La société française « demeure très sexiste dans toutes ses sphères », observe ainsi le HCE : 80 % des femmes estiment avoir été moins bien traitées en raison de leur sexe ; 23 % ont observé un écart de salaire avec un homme à poste égal ; 57 % disent avoir déjà subi des blagues ou remarques sexistes et 41 % constatent un déséquilibre dans la répartition des tâches ménagères. Cette dévalorisation a de lourdes conséquences dans la sphère intime : 37 % des femmes ont subi un rapport sexuel non consenti et 15 % des violences de la part de leur conjoint. Cet état de fait impacte aussi l’ensemble des relations sociales et professionnelles, puisque 9 femmes sur 10 disent avoir adopté des stratégies d’évitement pour ne pas subir de remarques ou d’agressions sexistes. 52 % veillent à ne pas parler trop fort et à ne pas hausser le ton et 40 % se censurent par crainte de la réaction des hommes. Elles sont aussi 44 % à ne pas avoir osé demander une augmentation et 15 % à avoir renoncé à une orientation par crainte de ne pas trouver leur place dans un milieu masculin.

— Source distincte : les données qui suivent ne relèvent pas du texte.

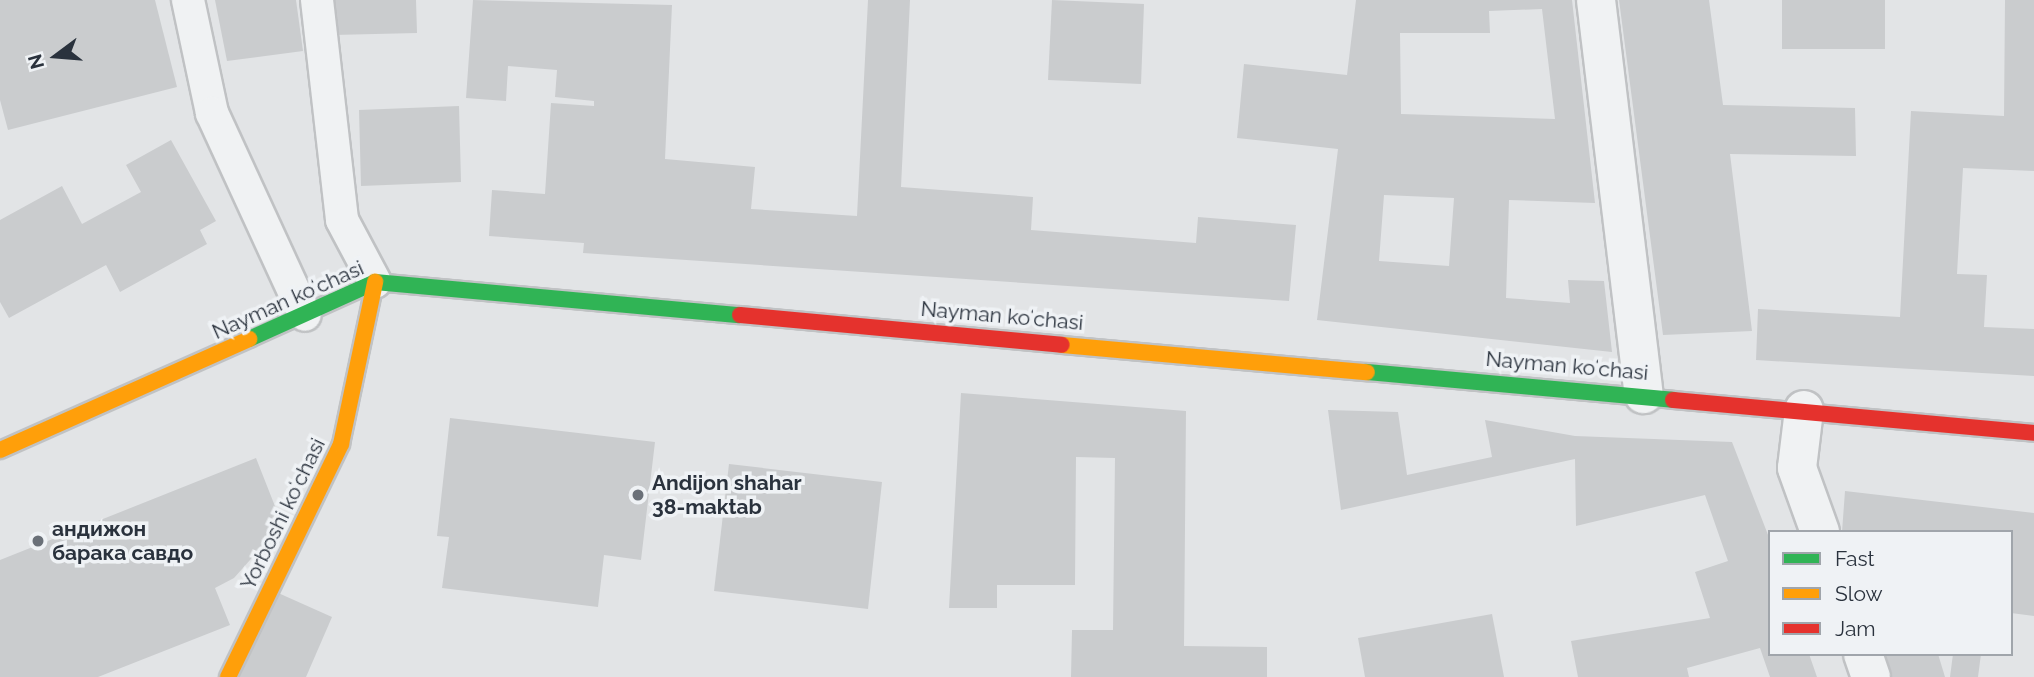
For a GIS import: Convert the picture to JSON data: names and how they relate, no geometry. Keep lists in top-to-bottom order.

À force, les femmes semblent avoir intériorisé les injonctions d’un système patriarcal qui les cantonnent à un rôle inférieur. Elles ne sont ainsi que 49 % à considérer comme problématique qu’une femme cuisine tous les jours. 50 % d’entre elles pensent aussi que les femmes sont plus douces que les hommes et 20 % jugent que ces derniers ont davantage le sens de l’orientation. Mais la banalisation du sexisme ordinaire est surtout notable chez les hommes. Dans leur grande majorité, ils minimisent l’existence d’une inégalité. 67 % trouvent que le fait qu’un employeur embauche un homme plutôt qu’une femme à compétence égale n’est pas un problème et 40 % jugent normal qu’une femme cesse de travailler pour s’occuper des enfants. D’une façon générale, « les hommes interrogés peinent à se sentir concernés et n’engagent pas leur responsabilité personnelle », note le rapport. Seuls 12 % admettent avoir insisté pour un rapport non consenti et 73 % d’entre eux – contre 90 % des femmes – trouvent cette attitude problématique. Une partie d’entre eux inverse même les rôles, et fait porter aux femmes la responsabilité des attitudes sexistes. Ils sont encore 16 % à estimer qu’une femme agressée sexuellement est en partie responsable et 23 % considèrent qu’on en fait trop sur ces agressions.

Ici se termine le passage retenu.